47 Milliarden Euro sollen Italien und seinem Wirtschaftskreislauf durch das „Sparpaket“ entzogen werden. Samt und sonders soll dieses Realgeld für den „Schuldenabbau“ verwendet werden, für die Bezahlung von Zinsen und Zinseszinsen an nutzlose Kapitalgesellschaften mit Geldschöpfungsmonopol, die sich wie ein Wirtskörper in die Gesellschaften hineingefressen haben und ihre Gier durch korrupte Staatsparteien und Regierungen beschützen lassen.
KLEINE SPARGESCHÄFTE
Silvio Berlusconi, dem die Italiener mit ihrer gelungenen Volksabstimmung gegen die Atomkraft und den Ausverkauf ihrer Wasserversorgung schon mal den Mantel gereicht haben, versuchte im Zuge dieser 47 Milliarden-Plünderung des eigenen Staates wie üblich auch persönlich ein gutes Geschäft zu machen. In den umfangreichen Gesetzentwurf des Sparpaketes liess er in Artikel 23 sechs kleine Zeilen einbauen, die seinen Konzern Fininvest vor der nun gestern fälligen (7) Strafe in Höhe von 560 Millionen Euro bewahrt hätten.

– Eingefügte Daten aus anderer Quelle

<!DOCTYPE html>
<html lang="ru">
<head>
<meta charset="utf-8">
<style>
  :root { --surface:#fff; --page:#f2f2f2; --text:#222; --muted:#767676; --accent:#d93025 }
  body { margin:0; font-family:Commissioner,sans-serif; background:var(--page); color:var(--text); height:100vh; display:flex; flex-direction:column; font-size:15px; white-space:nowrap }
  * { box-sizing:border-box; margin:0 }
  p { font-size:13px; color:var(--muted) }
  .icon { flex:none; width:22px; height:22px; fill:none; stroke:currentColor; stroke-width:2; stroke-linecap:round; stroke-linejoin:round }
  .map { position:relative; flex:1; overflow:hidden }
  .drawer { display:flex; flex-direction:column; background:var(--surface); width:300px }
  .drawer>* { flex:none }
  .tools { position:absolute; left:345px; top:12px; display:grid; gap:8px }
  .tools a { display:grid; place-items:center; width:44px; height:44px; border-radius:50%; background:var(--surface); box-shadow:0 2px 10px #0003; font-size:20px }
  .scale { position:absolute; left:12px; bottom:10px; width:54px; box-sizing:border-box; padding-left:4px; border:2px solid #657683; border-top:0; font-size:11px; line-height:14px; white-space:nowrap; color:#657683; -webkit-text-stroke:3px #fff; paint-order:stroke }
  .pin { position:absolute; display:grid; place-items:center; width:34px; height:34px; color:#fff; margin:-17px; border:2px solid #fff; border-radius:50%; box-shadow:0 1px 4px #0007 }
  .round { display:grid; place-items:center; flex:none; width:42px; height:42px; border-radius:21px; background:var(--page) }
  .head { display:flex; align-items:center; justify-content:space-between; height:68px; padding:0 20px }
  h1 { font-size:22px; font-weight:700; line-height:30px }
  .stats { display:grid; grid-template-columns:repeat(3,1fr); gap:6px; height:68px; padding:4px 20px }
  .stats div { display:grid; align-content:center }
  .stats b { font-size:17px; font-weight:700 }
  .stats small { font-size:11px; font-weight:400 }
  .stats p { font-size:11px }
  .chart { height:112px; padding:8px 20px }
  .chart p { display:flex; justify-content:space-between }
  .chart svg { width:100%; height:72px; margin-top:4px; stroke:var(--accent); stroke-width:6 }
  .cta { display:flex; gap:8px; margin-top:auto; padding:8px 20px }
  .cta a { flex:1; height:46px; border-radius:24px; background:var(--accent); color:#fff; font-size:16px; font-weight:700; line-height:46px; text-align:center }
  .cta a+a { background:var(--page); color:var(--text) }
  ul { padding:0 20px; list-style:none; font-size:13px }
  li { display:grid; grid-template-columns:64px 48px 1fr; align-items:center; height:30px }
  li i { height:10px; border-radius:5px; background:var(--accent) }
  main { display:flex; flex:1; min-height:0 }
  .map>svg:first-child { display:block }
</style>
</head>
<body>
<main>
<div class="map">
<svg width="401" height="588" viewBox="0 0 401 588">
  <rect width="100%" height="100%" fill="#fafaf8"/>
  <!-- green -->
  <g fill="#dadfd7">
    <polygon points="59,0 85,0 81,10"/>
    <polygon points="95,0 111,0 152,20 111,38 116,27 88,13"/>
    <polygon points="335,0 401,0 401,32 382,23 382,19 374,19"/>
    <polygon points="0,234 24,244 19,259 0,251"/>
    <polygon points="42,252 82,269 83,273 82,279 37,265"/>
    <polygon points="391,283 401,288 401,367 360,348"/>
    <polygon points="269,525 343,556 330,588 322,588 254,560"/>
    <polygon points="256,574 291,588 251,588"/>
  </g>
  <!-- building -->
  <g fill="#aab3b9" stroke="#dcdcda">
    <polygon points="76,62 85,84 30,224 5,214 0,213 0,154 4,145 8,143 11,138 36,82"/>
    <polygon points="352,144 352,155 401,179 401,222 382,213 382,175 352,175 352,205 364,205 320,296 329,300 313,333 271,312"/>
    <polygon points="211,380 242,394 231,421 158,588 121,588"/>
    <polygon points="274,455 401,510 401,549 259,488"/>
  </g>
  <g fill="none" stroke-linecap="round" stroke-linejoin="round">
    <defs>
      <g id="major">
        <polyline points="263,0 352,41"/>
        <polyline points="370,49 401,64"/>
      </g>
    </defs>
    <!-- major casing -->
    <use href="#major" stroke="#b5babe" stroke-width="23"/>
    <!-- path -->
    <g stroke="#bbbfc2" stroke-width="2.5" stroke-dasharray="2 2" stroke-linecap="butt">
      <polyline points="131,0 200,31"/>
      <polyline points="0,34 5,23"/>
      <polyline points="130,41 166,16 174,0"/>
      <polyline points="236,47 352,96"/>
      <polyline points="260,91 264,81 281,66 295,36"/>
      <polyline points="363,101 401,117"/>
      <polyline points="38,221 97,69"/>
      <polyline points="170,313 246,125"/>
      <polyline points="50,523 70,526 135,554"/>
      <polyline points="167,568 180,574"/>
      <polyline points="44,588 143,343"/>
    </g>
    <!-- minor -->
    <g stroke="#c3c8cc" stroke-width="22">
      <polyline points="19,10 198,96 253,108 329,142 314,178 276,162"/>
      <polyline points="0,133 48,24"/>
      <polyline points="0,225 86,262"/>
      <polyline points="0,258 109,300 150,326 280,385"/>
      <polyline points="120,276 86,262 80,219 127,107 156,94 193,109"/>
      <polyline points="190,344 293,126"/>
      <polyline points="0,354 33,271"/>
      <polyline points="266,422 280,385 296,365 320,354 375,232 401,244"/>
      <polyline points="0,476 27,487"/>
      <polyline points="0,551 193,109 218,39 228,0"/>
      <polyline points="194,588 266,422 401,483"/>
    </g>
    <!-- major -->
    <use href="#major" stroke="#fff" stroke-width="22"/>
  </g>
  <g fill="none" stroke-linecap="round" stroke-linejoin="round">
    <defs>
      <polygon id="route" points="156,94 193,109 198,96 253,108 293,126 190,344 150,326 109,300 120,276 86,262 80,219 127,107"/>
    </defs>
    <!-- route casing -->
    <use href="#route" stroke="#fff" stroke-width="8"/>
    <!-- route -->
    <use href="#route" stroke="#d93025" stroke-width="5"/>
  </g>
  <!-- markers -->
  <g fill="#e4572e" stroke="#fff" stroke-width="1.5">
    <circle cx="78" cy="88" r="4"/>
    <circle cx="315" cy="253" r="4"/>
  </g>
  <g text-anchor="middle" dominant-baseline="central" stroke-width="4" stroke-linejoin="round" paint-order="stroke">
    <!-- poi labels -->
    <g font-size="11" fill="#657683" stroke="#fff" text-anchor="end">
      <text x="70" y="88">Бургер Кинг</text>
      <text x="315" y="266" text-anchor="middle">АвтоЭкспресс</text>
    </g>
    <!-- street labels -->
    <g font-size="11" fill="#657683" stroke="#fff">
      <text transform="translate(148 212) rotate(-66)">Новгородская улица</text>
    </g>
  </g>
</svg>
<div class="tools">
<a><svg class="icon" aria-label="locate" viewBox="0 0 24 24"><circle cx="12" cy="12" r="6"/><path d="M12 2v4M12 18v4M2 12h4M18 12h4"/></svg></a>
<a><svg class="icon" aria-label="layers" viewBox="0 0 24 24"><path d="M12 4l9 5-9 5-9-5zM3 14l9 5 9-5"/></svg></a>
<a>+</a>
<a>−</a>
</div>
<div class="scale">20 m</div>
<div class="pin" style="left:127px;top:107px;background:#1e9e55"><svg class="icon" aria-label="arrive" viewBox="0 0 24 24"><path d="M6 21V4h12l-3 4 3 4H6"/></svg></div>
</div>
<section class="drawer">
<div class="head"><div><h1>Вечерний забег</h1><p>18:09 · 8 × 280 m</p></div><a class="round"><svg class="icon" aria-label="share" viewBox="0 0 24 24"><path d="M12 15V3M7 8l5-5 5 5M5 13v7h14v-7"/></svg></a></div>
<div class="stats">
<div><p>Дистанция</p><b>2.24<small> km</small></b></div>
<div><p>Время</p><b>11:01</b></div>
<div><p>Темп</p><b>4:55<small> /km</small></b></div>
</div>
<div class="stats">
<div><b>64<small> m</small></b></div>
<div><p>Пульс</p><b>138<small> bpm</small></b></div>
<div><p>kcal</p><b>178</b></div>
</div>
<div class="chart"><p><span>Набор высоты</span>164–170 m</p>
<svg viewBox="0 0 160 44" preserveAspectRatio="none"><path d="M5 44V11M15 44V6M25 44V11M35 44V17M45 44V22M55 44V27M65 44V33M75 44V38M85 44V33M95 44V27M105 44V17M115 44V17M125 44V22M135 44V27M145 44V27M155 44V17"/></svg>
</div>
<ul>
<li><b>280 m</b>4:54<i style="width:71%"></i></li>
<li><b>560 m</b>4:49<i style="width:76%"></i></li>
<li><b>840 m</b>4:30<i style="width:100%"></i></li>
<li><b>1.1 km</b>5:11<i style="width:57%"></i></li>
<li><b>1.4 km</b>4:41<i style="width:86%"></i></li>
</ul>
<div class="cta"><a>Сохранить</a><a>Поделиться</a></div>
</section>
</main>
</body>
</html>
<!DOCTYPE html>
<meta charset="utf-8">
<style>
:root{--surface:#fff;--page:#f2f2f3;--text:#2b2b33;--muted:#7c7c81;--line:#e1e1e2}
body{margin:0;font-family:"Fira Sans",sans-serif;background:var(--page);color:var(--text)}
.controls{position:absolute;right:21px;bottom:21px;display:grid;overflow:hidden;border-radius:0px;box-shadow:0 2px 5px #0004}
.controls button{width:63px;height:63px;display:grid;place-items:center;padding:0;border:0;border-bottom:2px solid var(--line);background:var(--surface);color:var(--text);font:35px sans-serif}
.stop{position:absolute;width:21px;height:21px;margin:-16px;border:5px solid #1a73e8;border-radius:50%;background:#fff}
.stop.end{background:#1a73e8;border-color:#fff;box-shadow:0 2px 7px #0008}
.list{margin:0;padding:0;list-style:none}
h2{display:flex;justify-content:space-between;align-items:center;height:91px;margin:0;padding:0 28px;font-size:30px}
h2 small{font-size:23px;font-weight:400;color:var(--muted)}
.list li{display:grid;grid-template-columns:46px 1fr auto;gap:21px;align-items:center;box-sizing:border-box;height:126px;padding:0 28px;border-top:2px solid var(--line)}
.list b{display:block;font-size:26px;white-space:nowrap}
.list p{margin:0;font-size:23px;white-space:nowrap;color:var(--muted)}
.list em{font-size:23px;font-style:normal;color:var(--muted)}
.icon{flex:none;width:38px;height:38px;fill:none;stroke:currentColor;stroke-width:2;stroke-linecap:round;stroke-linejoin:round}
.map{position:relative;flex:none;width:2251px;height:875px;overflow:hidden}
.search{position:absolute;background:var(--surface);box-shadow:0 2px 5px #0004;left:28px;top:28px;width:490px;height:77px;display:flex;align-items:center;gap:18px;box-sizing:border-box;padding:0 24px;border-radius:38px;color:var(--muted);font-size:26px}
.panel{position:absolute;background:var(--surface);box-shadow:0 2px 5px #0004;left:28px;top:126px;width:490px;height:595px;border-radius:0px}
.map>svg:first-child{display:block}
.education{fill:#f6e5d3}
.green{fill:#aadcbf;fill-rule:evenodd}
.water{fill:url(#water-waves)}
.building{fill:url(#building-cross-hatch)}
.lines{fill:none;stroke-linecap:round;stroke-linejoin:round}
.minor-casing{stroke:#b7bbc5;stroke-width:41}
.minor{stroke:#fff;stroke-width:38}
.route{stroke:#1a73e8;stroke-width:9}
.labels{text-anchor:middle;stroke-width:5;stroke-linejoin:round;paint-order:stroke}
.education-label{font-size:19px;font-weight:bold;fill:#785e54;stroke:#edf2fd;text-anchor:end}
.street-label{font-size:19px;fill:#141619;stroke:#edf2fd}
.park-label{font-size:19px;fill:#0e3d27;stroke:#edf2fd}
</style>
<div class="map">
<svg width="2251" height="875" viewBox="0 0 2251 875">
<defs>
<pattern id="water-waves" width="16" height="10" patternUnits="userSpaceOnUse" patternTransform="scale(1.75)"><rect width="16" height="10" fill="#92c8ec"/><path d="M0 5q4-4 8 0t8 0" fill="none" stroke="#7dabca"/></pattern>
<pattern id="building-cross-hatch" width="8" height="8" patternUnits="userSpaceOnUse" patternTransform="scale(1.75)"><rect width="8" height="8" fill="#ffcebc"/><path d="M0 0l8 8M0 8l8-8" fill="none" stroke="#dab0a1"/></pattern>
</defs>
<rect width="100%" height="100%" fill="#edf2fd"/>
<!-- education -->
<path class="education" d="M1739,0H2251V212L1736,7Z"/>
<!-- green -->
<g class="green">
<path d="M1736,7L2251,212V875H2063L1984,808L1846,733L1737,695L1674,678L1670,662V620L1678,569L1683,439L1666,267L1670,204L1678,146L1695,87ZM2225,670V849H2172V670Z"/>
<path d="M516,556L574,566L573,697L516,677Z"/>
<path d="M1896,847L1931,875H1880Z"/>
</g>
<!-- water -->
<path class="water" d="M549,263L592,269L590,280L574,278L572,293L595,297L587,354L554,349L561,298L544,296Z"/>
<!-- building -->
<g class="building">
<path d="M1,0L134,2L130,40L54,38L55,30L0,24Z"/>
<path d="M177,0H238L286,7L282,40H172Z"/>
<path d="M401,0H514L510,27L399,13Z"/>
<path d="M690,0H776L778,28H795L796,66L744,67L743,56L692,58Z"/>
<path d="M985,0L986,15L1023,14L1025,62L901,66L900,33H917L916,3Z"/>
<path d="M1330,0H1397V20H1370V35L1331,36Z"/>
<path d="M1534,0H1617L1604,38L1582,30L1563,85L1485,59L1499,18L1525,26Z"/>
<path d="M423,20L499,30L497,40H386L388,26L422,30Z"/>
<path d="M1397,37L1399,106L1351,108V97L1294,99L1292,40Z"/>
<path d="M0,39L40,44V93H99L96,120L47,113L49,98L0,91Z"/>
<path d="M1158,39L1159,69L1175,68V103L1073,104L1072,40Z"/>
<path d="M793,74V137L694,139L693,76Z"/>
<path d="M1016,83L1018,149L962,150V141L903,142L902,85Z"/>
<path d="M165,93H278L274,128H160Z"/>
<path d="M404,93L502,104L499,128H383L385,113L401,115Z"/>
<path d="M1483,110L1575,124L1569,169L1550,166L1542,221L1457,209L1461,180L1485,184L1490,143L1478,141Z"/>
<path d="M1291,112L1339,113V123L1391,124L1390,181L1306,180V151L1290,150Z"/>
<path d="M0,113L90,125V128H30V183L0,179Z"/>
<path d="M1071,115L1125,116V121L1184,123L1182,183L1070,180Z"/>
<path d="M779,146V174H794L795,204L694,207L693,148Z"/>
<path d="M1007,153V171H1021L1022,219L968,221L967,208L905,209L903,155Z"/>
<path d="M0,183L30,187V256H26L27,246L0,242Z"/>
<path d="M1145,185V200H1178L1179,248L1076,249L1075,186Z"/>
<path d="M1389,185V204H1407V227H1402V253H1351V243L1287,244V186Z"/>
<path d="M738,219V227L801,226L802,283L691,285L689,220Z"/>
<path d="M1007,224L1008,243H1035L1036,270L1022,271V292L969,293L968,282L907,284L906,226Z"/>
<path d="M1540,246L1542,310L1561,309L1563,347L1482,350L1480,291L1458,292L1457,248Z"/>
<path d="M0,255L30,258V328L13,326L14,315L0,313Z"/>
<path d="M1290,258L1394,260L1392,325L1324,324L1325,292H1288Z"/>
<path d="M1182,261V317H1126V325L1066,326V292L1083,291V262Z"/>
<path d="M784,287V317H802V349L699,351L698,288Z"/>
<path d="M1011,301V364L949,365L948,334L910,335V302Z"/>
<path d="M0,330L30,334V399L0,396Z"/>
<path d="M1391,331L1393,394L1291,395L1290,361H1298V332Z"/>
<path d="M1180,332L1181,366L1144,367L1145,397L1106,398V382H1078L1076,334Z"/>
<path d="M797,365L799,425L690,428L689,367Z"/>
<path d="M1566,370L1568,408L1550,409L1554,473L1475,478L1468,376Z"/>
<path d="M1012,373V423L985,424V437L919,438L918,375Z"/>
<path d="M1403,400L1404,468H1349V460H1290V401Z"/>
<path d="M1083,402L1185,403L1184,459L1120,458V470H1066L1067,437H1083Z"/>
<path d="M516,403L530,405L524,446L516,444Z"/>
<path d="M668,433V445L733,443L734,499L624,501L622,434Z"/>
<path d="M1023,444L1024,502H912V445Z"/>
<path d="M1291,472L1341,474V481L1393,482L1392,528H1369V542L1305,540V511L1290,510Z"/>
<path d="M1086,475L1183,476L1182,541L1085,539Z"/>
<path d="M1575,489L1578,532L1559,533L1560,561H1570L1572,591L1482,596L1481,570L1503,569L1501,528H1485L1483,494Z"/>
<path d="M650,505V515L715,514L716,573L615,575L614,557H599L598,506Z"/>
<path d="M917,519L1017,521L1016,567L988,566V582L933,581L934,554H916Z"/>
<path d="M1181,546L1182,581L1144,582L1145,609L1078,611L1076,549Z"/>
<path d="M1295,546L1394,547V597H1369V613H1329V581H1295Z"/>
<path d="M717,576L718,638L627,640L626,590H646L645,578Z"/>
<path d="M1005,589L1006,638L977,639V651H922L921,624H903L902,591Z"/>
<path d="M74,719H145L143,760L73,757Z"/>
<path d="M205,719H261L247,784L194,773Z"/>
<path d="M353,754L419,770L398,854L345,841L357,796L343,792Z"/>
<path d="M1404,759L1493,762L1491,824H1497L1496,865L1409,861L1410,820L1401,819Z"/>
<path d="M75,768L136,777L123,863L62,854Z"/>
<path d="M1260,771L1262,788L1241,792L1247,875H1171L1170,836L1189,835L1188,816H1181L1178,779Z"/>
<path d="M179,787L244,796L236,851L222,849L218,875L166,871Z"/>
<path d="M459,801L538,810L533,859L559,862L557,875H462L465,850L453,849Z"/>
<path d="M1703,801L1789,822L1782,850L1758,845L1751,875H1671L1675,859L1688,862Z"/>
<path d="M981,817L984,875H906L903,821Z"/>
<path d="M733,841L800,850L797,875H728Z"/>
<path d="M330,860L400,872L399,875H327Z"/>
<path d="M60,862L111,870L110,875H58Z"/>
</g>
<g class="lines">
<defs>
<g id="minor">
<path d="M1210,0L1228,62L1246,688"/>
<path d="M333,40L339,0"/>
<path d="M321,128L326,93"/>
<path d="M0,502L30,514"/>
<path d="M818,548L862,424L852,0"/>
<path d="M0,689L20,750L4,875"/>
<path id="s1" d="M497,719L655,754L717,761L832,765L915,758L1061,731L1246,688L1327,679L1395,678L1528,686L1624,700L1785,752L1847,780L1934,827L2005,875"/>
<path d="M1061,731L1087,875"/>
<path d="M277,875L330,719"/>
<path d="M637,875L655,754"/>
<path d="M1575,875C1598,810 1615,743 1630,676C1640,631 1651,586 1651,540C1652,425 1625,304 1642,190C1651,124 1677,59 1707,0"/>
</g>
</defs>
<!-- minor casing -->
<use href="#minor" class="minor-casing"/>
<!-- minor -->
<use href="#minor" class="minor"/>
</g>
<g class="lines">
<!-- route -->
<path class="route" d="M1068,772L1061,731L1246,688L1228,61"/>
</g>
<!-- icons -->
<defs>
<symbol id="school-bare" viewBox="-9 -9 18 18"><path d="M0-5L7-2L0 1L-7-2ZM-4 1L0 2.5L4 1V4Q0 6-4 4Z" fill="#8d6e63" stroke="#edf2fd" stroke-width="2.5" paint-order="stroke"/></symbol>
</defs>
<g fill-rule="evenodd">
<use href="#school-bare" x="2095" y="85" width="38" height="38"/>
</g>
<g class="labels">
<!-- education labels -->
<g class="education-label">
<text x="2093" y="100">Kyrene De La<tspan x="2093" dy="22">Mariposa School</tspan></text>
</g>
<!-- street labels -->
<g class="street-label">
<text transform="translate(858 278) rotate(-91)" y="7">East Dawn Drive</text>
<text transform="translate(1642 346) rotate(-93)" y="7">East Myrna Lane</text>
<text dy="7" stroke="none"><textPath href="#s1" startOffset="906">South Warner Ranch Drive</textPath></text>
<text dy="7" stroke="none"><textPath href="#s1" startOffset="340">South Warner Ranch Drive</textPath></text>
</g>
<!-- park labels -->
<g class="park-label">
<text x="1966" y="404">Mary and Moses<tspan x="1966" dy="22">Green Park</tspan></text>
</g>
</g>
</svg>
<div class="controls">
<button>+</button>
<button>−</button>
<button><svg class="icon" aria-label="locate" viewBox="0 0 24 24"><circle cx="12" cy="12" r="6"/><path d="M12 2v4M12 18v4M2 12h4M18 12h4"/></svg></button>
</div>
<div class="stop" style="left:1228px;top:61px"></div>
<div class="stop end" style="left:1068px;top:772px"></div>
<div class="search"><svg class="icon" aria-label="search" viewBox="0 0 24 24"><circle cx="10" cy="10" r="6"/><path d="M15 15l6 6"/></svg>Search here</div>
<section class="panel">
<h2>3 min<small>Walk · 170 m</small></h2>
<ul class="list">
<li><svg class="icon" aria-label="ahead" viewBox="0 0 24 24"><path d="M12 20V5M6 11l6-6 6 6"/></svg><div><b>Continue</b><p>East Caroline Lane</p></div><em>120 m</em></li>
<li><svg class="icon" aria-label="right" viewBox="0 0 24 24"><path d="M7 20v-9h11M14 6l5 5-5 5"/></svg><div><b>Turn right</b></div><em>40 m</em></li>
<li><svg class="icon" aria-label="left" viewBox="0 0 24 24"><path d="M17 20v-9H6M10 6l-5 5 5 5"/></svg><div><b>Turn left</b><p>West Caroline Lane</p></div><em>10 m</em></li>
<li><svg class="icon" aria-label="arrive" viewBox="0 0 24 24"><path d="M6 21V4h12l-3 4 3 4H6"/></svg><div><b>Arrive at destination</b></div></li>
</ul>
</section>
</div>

Doch die Juristen von Staatspräsident Giorgio Napolitano, der seinen Pappenheimer im Amt des Ministerpräsidenten kennt, hatten aufgepasst. Sie fanden den Passus im „Sparpaket“. Kleinlaut und mit knirschenden Zähnen musste Berlusconi wieder einmal zu Kreuze kriechen und den Passus streichen lassen. Finanzminister Giulio Tremonti redete von „schlechtem Wetter“ und liess eine Pressekonferenz platzen. (8)
DER UNTERGANG DES EURO-LANDES
Als am Freitag Tremontis Stuhl nun erheblich zu wackeln begann, beschwor dieser gleich, völlig sinnfrei, den Untergang des gesamten Euro-Systems ins Spiel. Wenn er wegen „politischer Angriffe“ (gemeint waren in Wirklichkeit ganz normale Gerichtsverfahren) zurücktreten müsse, könne die gesamte Währung Euro zusammenberechen, so Tremonti. Williges Sprachrohr für diesen Unfug: das italienische Massenblatt „Corriere della Sera“ und im üblichen Zitatenkarussel der Informationsindustrie anschließend „Bloomberg“. (9)
Sowohl die deutsche Kanzlerin Angela Merkel, als auch der Bundesbank-Präsident Jens Weidmann, haben beide nach öffentlichem Druck eingestehen müssen, daß eine Euro-Krise nicht existiert. (2. Juni, Merkel: Es gibt keine Euro-Krise) (14. Juni, Bundesbank-Präsident Jens Weidmann: Es gibt keine Euro-Krise)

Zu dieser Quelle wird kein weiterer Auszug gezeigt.